Extracted from Windsor magazine, v. 44 1916, pp. 702-708. Accompanying illustrations by Septimus E. Scott omitted.

3321269The Fourth Man1916Fred M. White


THE FOURTH MAN

By FRED M. WHITE

HE lay there with his head on his hands, spent to the world and weary to the verge of collapse. He had drifted in, earlier in the evening, out of the whirl and flurry of the blizzard, and, though the snow had melted from his cap and the bulky fur coat about his shoulders, his heavy boots were still caked and white, for the heat of the stove struck upwards, and even those in the corner of the saloon playing euchre steamed and stewed in the moisture, though their feet were almost frozen as they sat. Outside, a white world tossed and moaned; outside, the gale volleyed and hissed against the window-panes, and the reeling world trembled and staggered before the force of the storm. Beyond the saloon was a clump of pines, that bent and tossed before the stress of it all, and groaned and shivered like human bodies in agony. For the time, at least, the little mining camp on the Ekon River was wiped out, everything was at a standstill, and the miners gathered in the saloon, driven there for warmth and company, had taken their lives in their hands in crossing the shoulder of the bluff that lay not a quarter of a mile away.

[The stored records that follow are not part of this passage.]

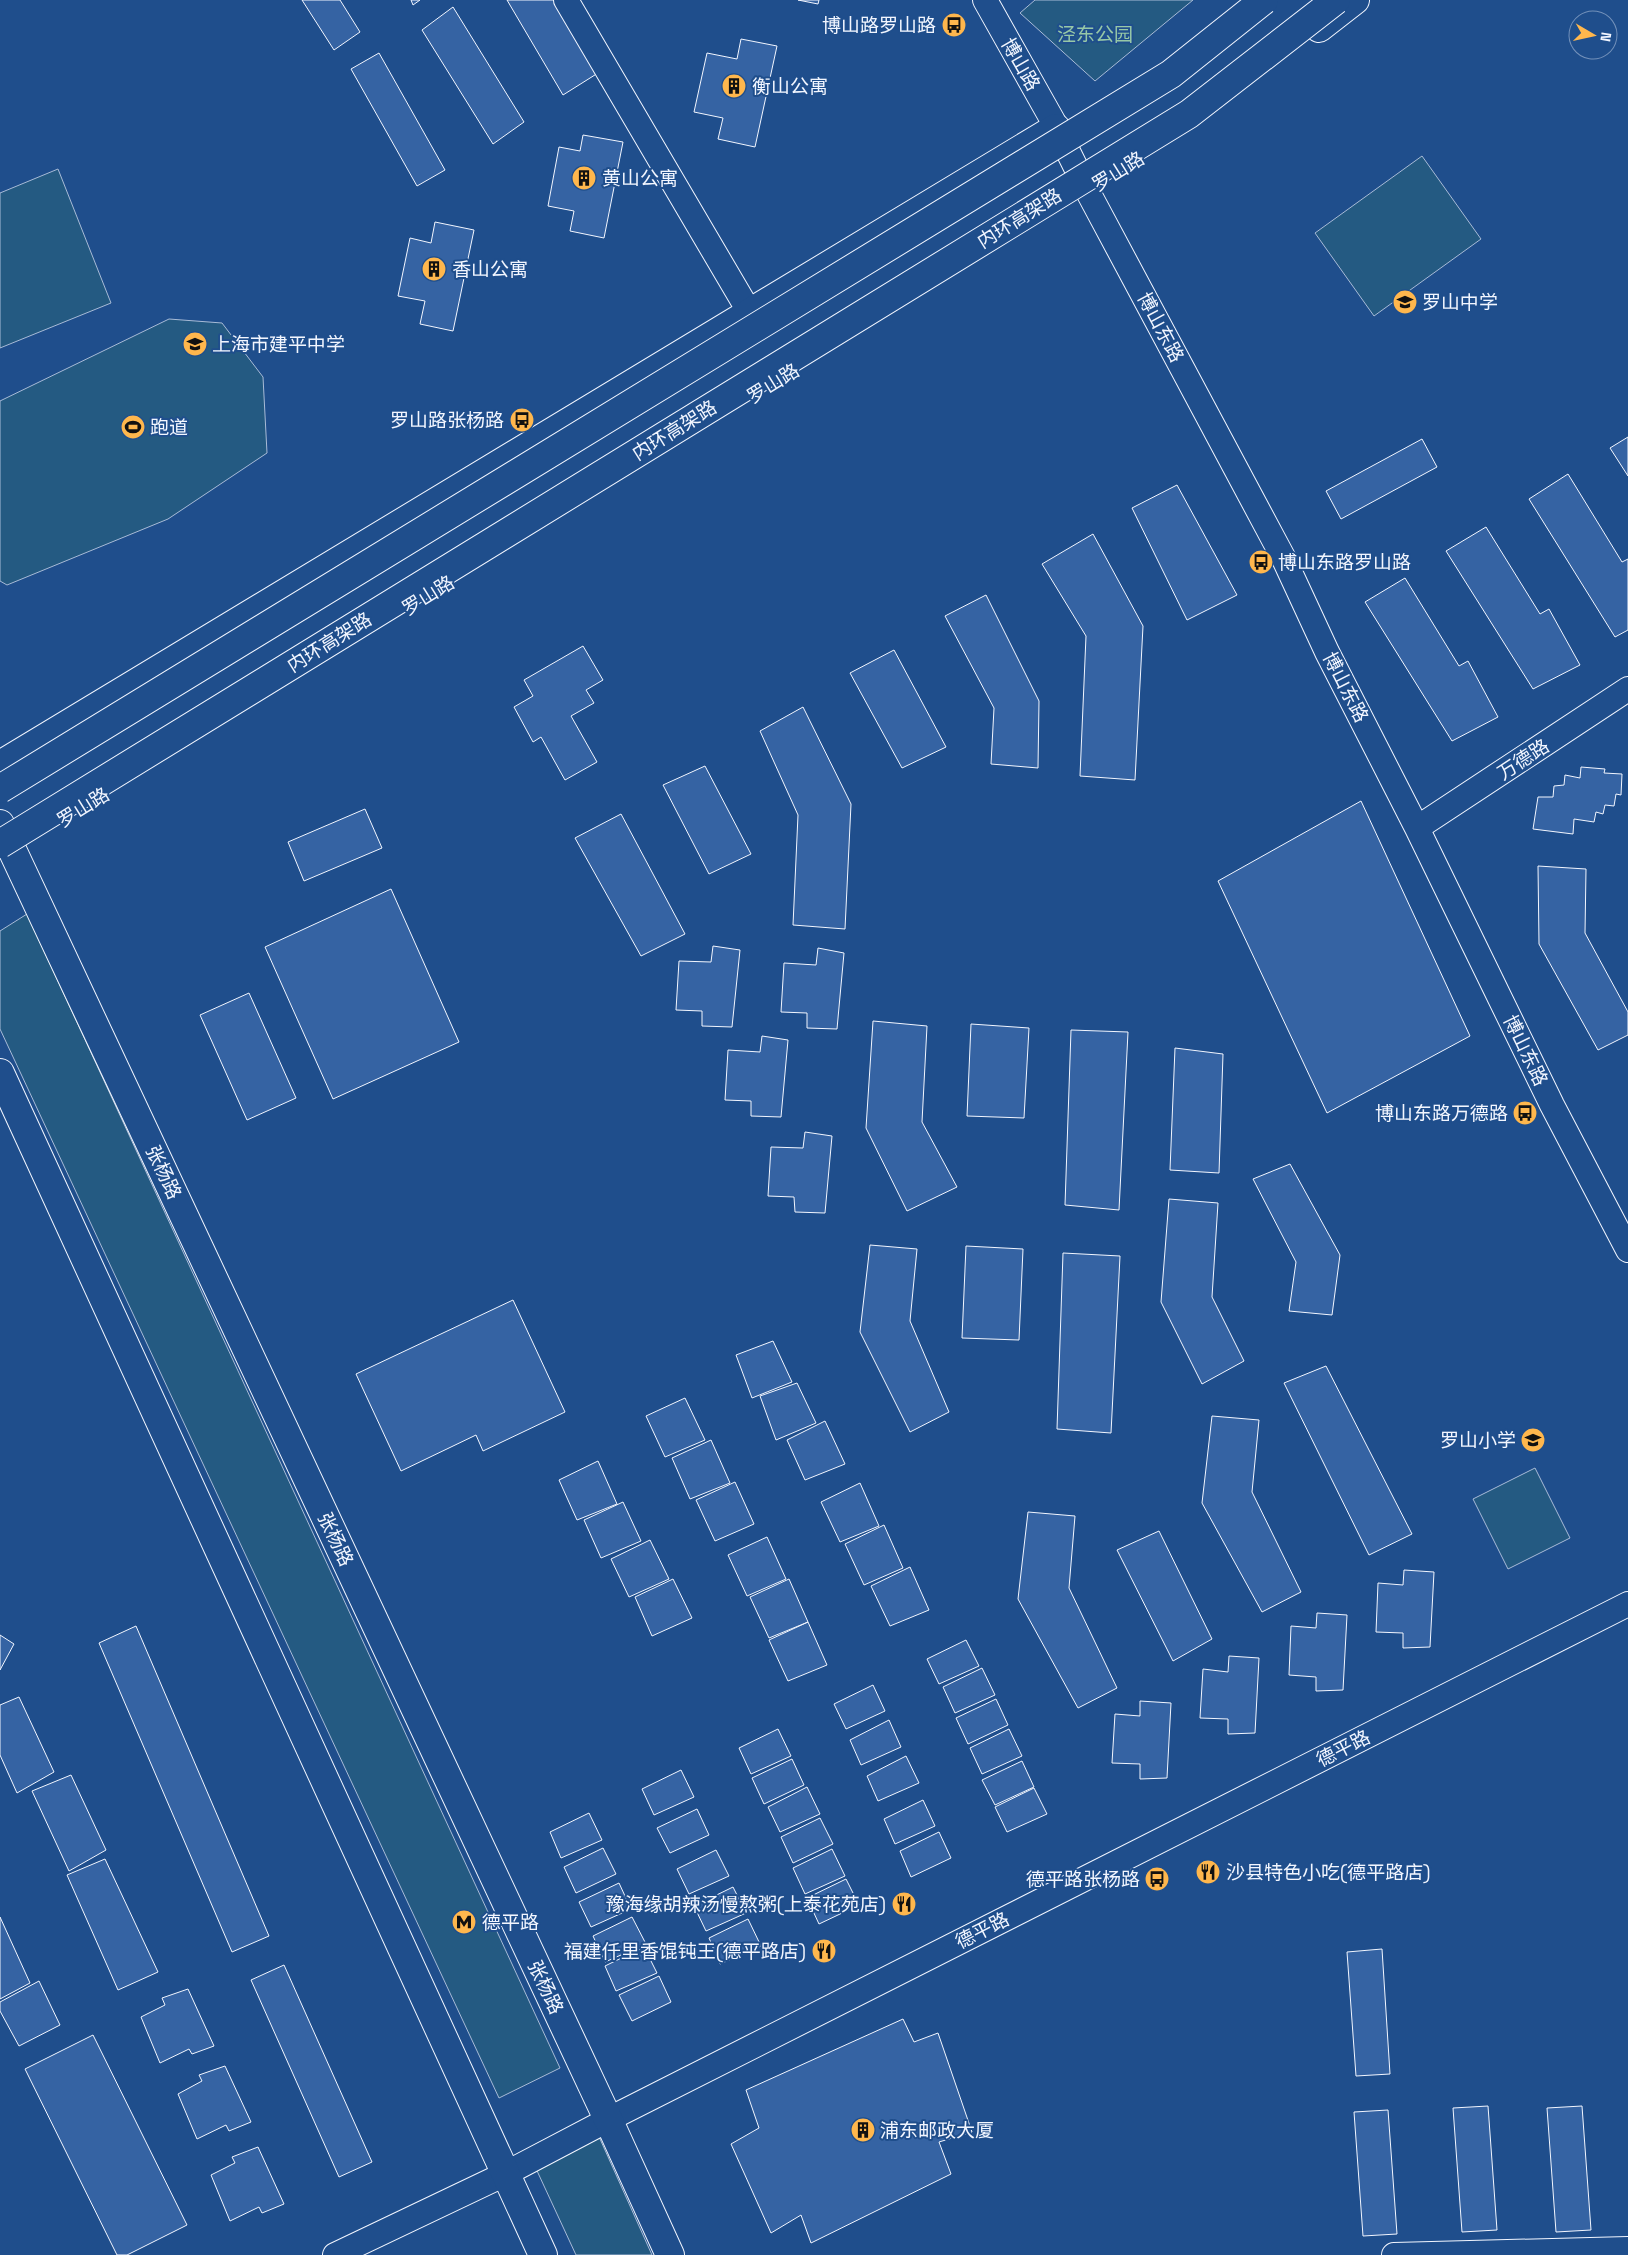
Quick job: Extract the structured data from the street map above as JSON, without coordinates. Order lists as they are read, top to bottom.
{
  "streets": {
    "main road": ["罗山路", "内环高架路", "张杨路"],
    "street": [
      "博山路",
      "博山东路",
      "万德路",
      "德平路"
    ]
  },
  "crossings": [
    ["博山路", "博山东路"],
    ["罗山路", "内环高架路"],
    ["罗山路", "博山东路"],
    ["罗山路", "张杨路"],
    ["内环高架路", "张杨路"],
    ["博山东路", "万德路"],
    ["张杨路", "德平路"]
  ],
  "parks": ["泾东公园"],
  "places": {
    "bus stop": [
      "博山路罗山路",
      "罗山路张杨路",
      "博山东路罗山路",
      "博山东路万德路",
      "德平路张杨路"
    ],
    "building": [
      "衡山公寓",
      "黄山公寓",
      "香山公寓",
      "浦东邮政大厦"
    ],
    "school or university": ["罗山中学", "上海市建平中学", "罗山小学"],
    "sports": ["跑道"],
    "restaurant": ["沙县特色小吃(德平路店)", "豫海缘胡辣汤慢熬粥(上泰花苑店)", "福建仟里香馄钝王(德平路店)"],
    "metro station": ["德平路"]
  },
  "north": "right"
}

There were, perhaps, twenty-five of them altogether, rough and uncouth men gathered from all parts of the world in search of the grinning little yellow god for whom they were all prepared to pledge their souls. In the vernacular, it was a pretty tough crowd, and, for the most part, every man there was content to hide his name under some modest pseudonym. There were Jakes and Bills and Broncho Charlies, full of rough friendship for one another, and yet each prepared to cut the other's throat cheerfully for the sake of that same grinning little yellow god that sets men mad and fires all the worst instincts that beset poor humanity.

But for the time being, at any rate, the fitful fever of the chase had faded out of men's minds, and they were huddled together there in the saloon for warmth and sporting companionship, like so many wild beasts freshly fed and watered, and for the moment at peace with all the world. Half a dozen of them lounged against the bar, talking and smoking, whilst the rest, poring over their greasy and fly-blown cards, were lost to their surroundings in the tense excitement of the moment. So it had come about that the tired and sodden waif lying there with his head on the table had drifted into the saloon without exciting the least curiosity, and without a word of greeting from anyone. He had poured a measure of some fiery spirit down his throat, he had eaten wolfishly, like one who has fasted to the verge of collapse, then he had thrown his head forward upon his hands, and was sleeping now as if the end of the world had come, and as if he were no more than a microcosm floating in illimitable cosmos. Just now and again a miner flung a glance at him over his shoulder, and the bar-keeper smiled carelessly. No one wanted to disturb him—every man had been through the same thing himself more than once—and if the sleeper had a story to tell, then they would hear it all in good time. And so he slept and slept while the gale roared outside and the pines tossed like things in pain.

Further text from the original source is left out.